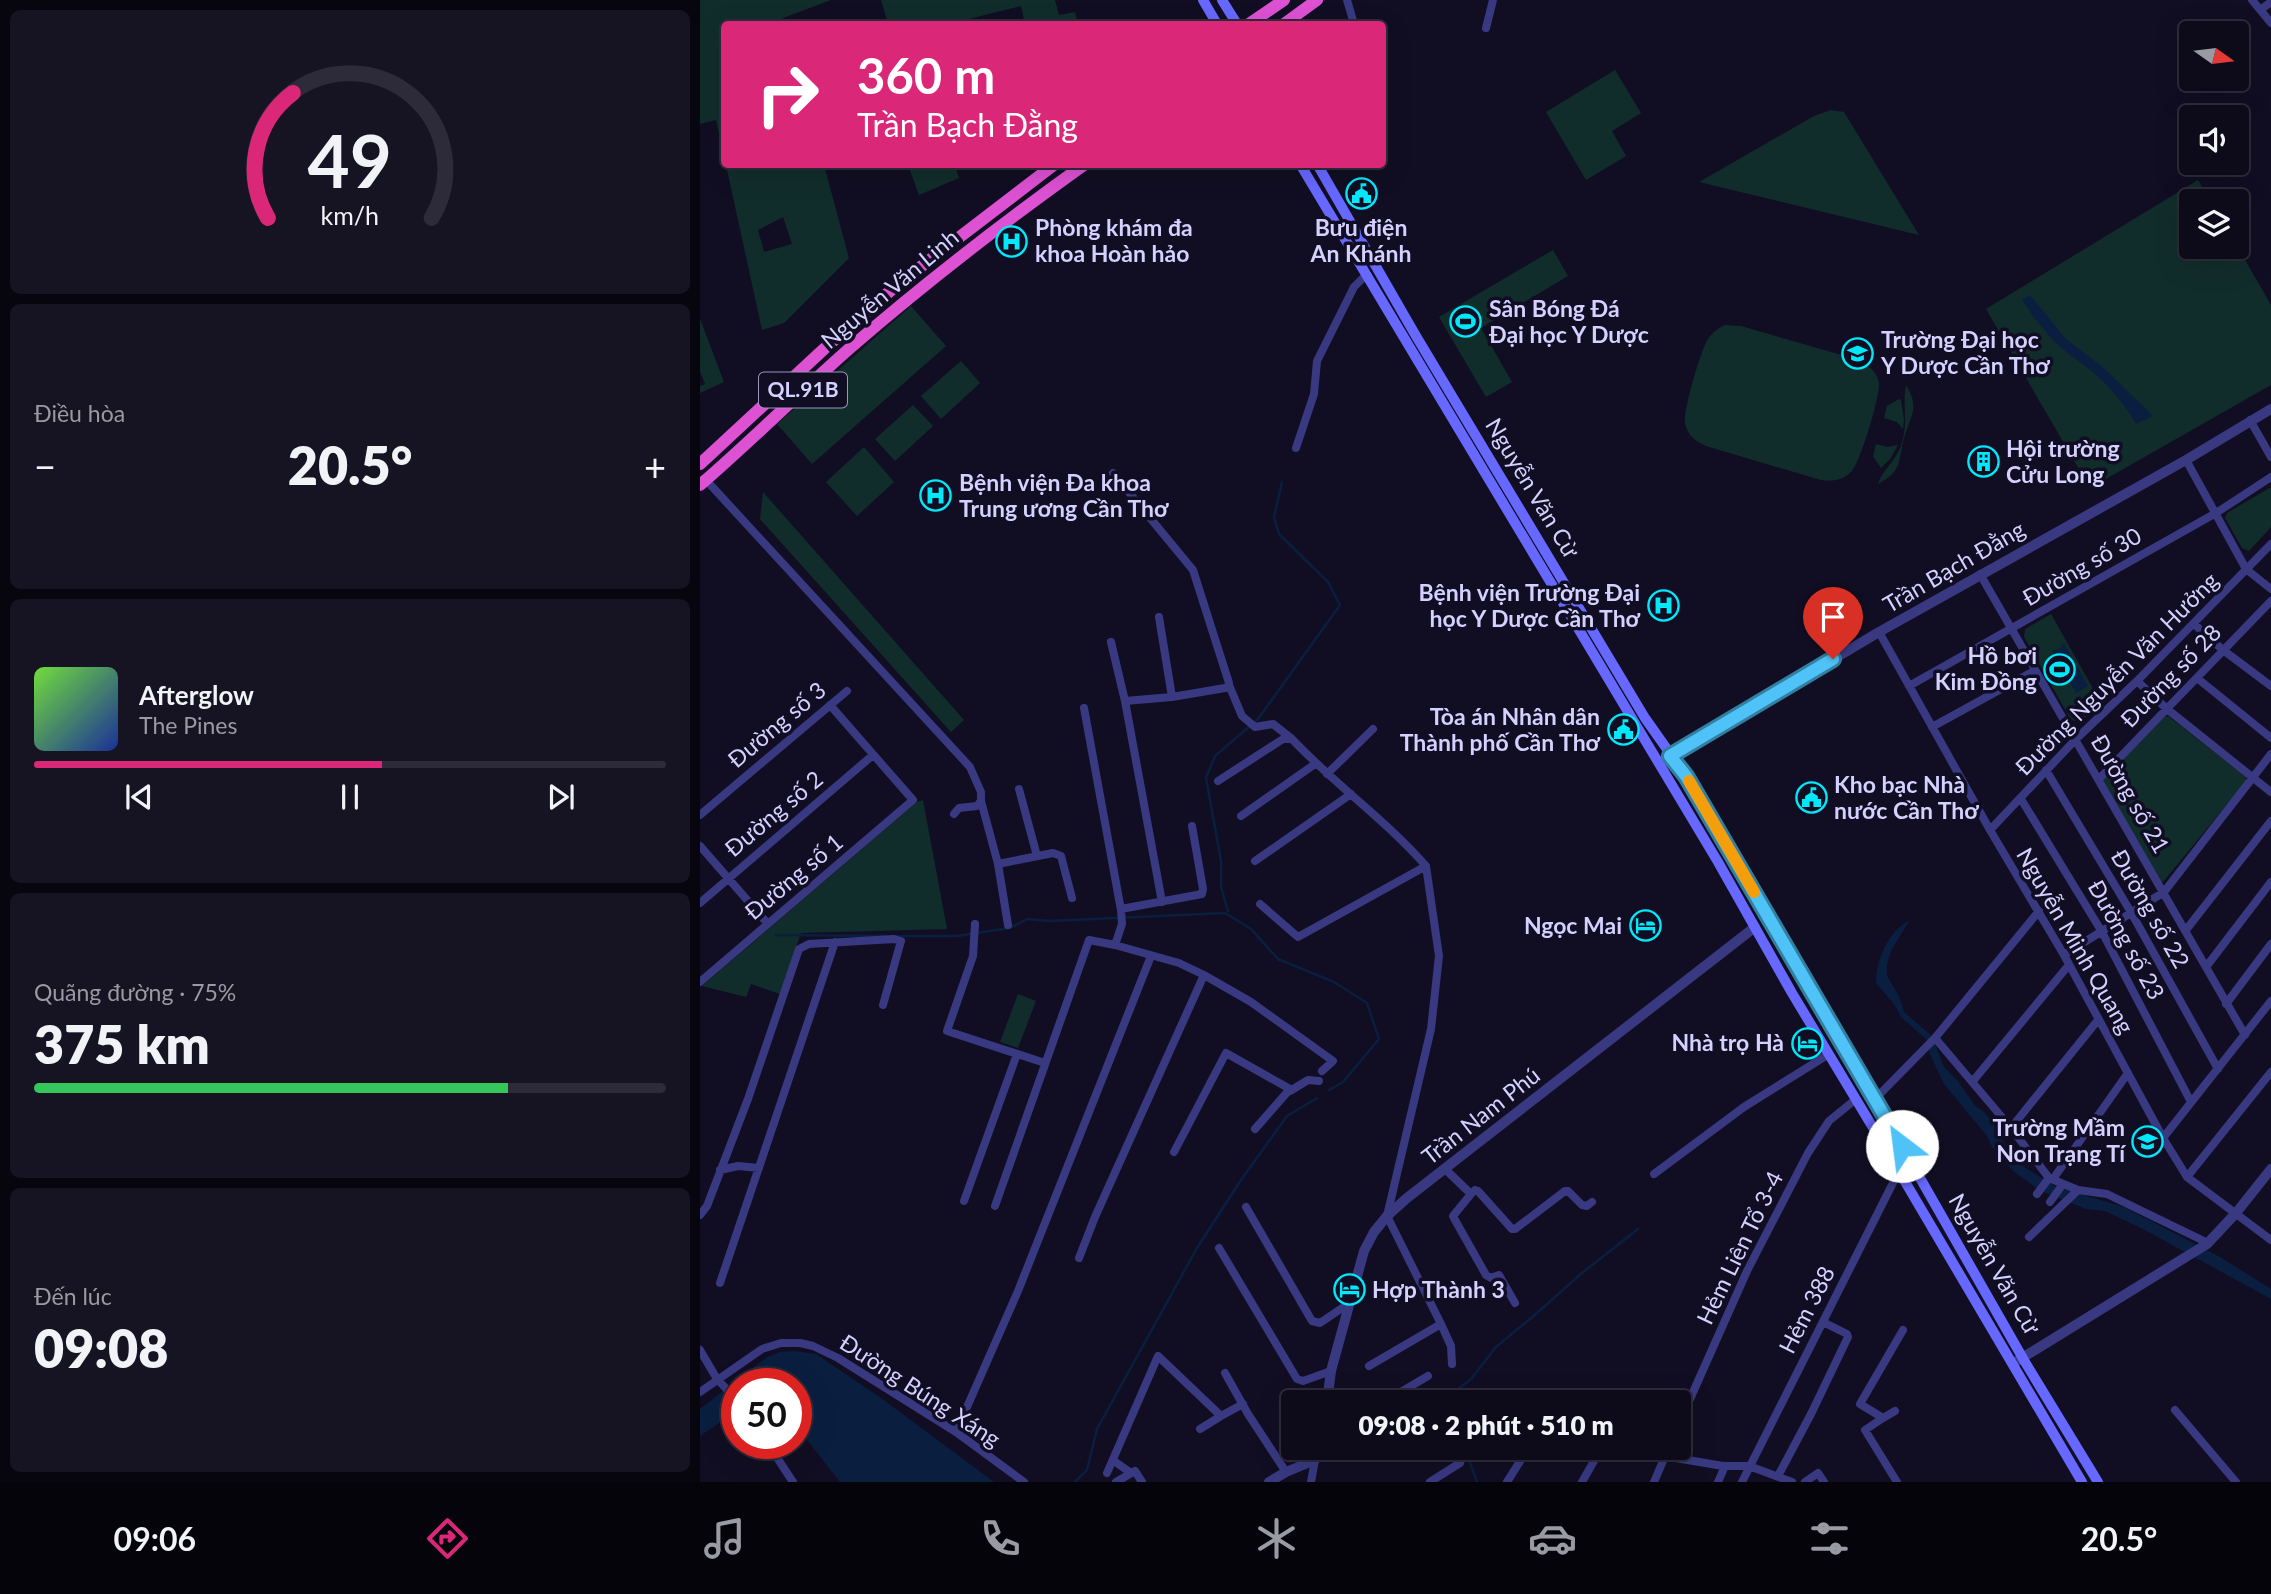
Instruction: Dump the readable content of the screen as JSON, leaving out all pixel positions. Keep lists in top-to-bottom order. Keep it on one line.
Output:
{"streets":{"highway":["Nguyễn Văn Linh","QL.91B"],"main road":["Nguyễn Văn Cừ"],"street":["Trần Bạch Đằng","Đường số 30","Đường Nguyễn Văn Hưởng","Đường số 28","Đường số 3","Đường số 21","Đường số 2","Đường số 1","Đường số 22","Đường số 23","Nguyễn Minh Quang","Trần Nam Phú","Hẻm Liên Tổ 3-4","Hẻm 388","Đường Búng Xáng"]},"crossings":[["Nguyễn Văn Cừ","Trần Bạch Đằng"],["Nguyễn Văn Cừ","Trần Nam Phú"],["Nguyễn Văn Cừ","Hẻm Liên Tổ 3-4"],["Nguyễn Văn Cừ","Hẻm 388"],["Trần Bạch Đằng","Đường số 21"],["Trần Bạch Đằng","Nguyễn Minh Quang"],["Đường số 30","Đường số 21"],["Đường số 30","Nguyễn Minh Quang"],["Đường Nguyễn Văn Hưởng","Đường số 21"],["Đường Nguyễn Văn Hưởng","Đường số 22"],["Đường Nguyễn Văn Hưởng","Đường số 23"],["Đường Nguyễn Văn Hưởng","Nguyễn Minh Quang"],["Đường số 28","Đường số 21"],["Đường số 2","Đường số 1"]],"places":{"public building":["Bưu điện An Khánh","Tòa án Nhân dân Thành phố Cần Thơ","Kho bạc Nhà nước Cần Thơ"],"hospital":["Phòng khám đa khoa Hoàn hảo","Bệnh viện Đa khoa Trung ương Cần Thơ","Bệnh viện Trường Đại học Y Dược Cần Thơ"],"sports":["Sân Bóng Đá Đại học Y Dược","Hồ bơi Kim Đồng"],"school or university":["Trường Đại học Y Dược Cần Thơ","Trường Mầm Non Trạng Tí"],"building":["Hội trường Cửu Long"],"hotel":["Ngọc Mai","Nhà trọ Hà","Hợp Thành 3"]},"north":"right","page":{"turn":["360 m","Trần Bạch Đằng"],"tile":["Điều hòa",["Quãng đường · 75%","375 km"],["Đến lúc","09:08"]],"heat":["−","20.5°","+"],"song":["Afterglow","The Pines"],"limit":"50","trip":"09:08 · 2 phút · 510 m","tabs":["09:06","20.5°"],"gauge":["49","km/h"]}}
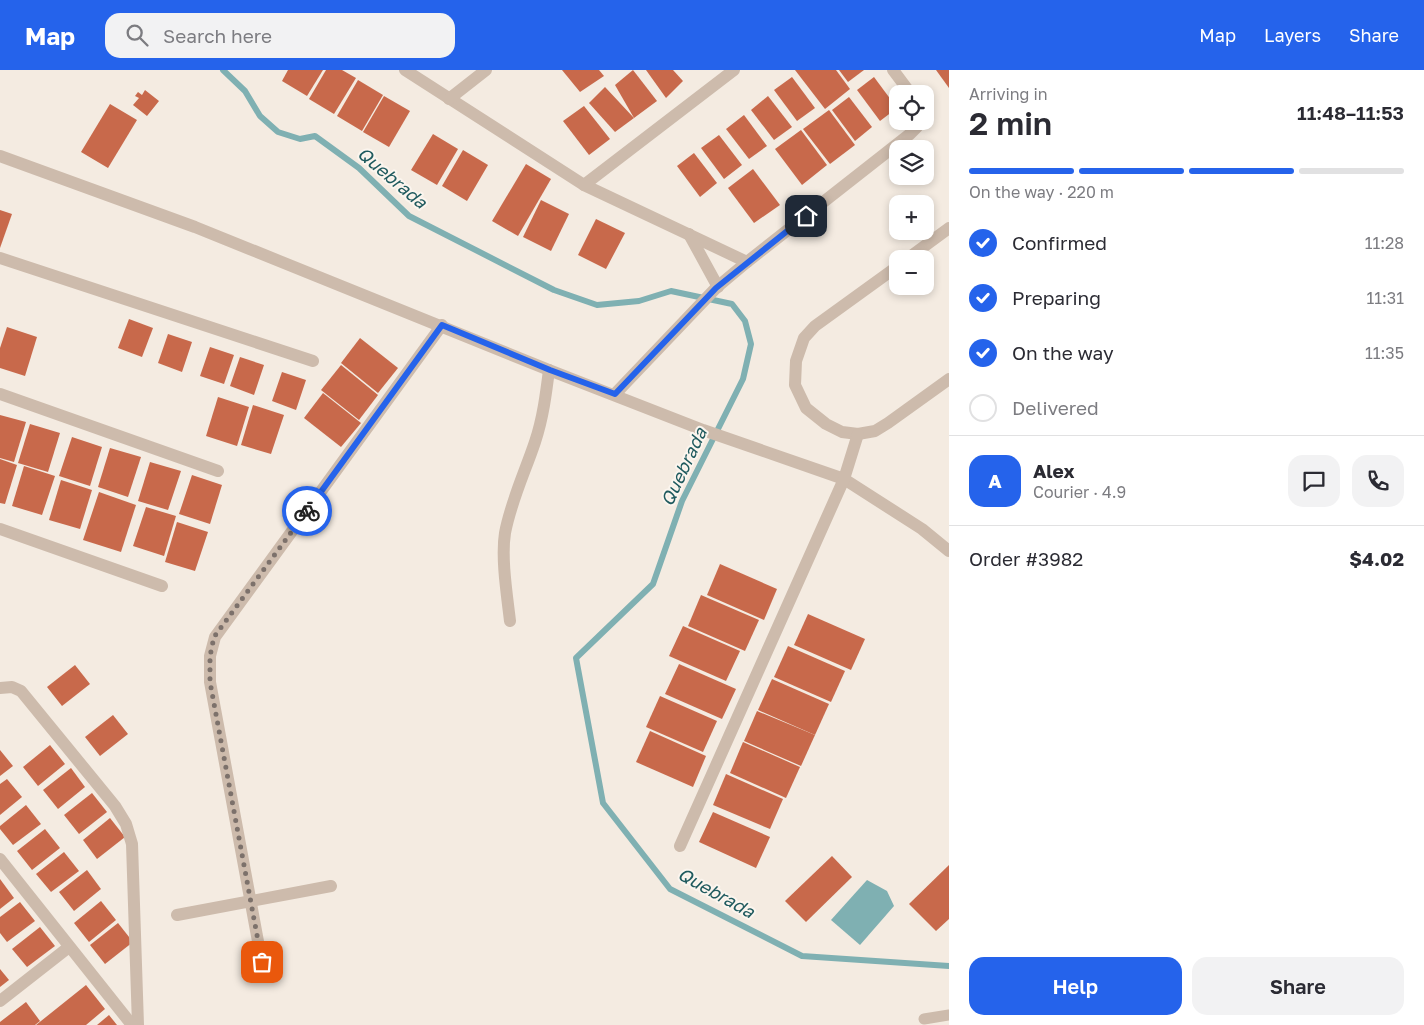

- Exercise aim
Restate all of the data word for word and include no pictures.

- Solution to this task
Instruction: Dump the readable content of the screen as JSON, leaving out all pixel positions. Keep lists in top-to-bottom order. Keep it on one line.
Output:
{"streets":{"highway":["Nguyễn Văn Linh","QL.91B"],"main road":["Nguyễn Văn Cừ"],"street":["Trần Bạch Đằng","Đường số 30","Đường Nguyễn Văn Hưởng","Đường số 28","Đường số 3","Đường số 21","Đường số 2","Đường số 1","Đường số 22","Đường số 23","Nguyễn Minh Quang","Trần Nam Phú","Hẻm Liên Tổ 3-4","Hẻm 388","Đường Búng Xáng"]},"crossings":[["Nguyễn Văn Cừ","Trần Bạch Đằng"],["Nguyễn Văn Cừ","Trần Nam Phú"],["Nguyễn Văn Cừ","Hẻm Liên Tổ 3-4"],["Nguyễn Văn Cừ","Hẻm 388"],["Trần Bạch Đằng","Đường số 21"],["Trần Bạch Đằng","Nguyễn Minh Quang"],["Đường số 30","Đường số 21"],["Đường số 30","Nguyễn Minh Quang"],["Đường Nguyễn Văn Hưởng","Đường số 21"],["Đường Nguyễn Văn Hưởng","Đường số 22"],["Đường Nguyễn Văn Hưởng","Đường số 23"],["Đường Nguyễn Văn Hưởng","Nguyễn Minh Quang"],["Đường số 28","Đường số 21"],["Đường số 2","Đường số 1"]],"places":{"public building":["Bưu điện An Khánh","Tòa án Nhân dân Thành phố Cần Thơ","Kho bạc Nhà nước Cần Thơ"],"hospital":["Phòng khám đa khoa Hoàn hảo","Bệnh viện Đa khoa Trung ương Cần Thơ","Bệnh viện Trường Đại học Y Dược Cần Thơ"],"sports":["Sân Bóng Đá Đại học Y Dược","Hồ bơi Kim Đồng"],"school or university":["Trường Đại học Y Dược Cần Thơ","Trường Mầm Non Trạng Tí"],"building":["Hội trường Cửu Long"],"hotel":["Ngọc Mai","Nhà trọ Hà","Hợp Thành 3"]},"north":"right","page":{"turn":["360 m","Trần Bạch Đằng"],"tile":["Điều hòa",["Quãng đường · 75%","375 km"],["Đến lúc","09:08"]],"heat":["−","20.5°","+"],"song":["Afterglow","The Pines"],"limit":"50","trip":"09:08 · 2 phút · 510 m","tabs":["09:06","20.5°"],"gauge":["49","km/h"]}}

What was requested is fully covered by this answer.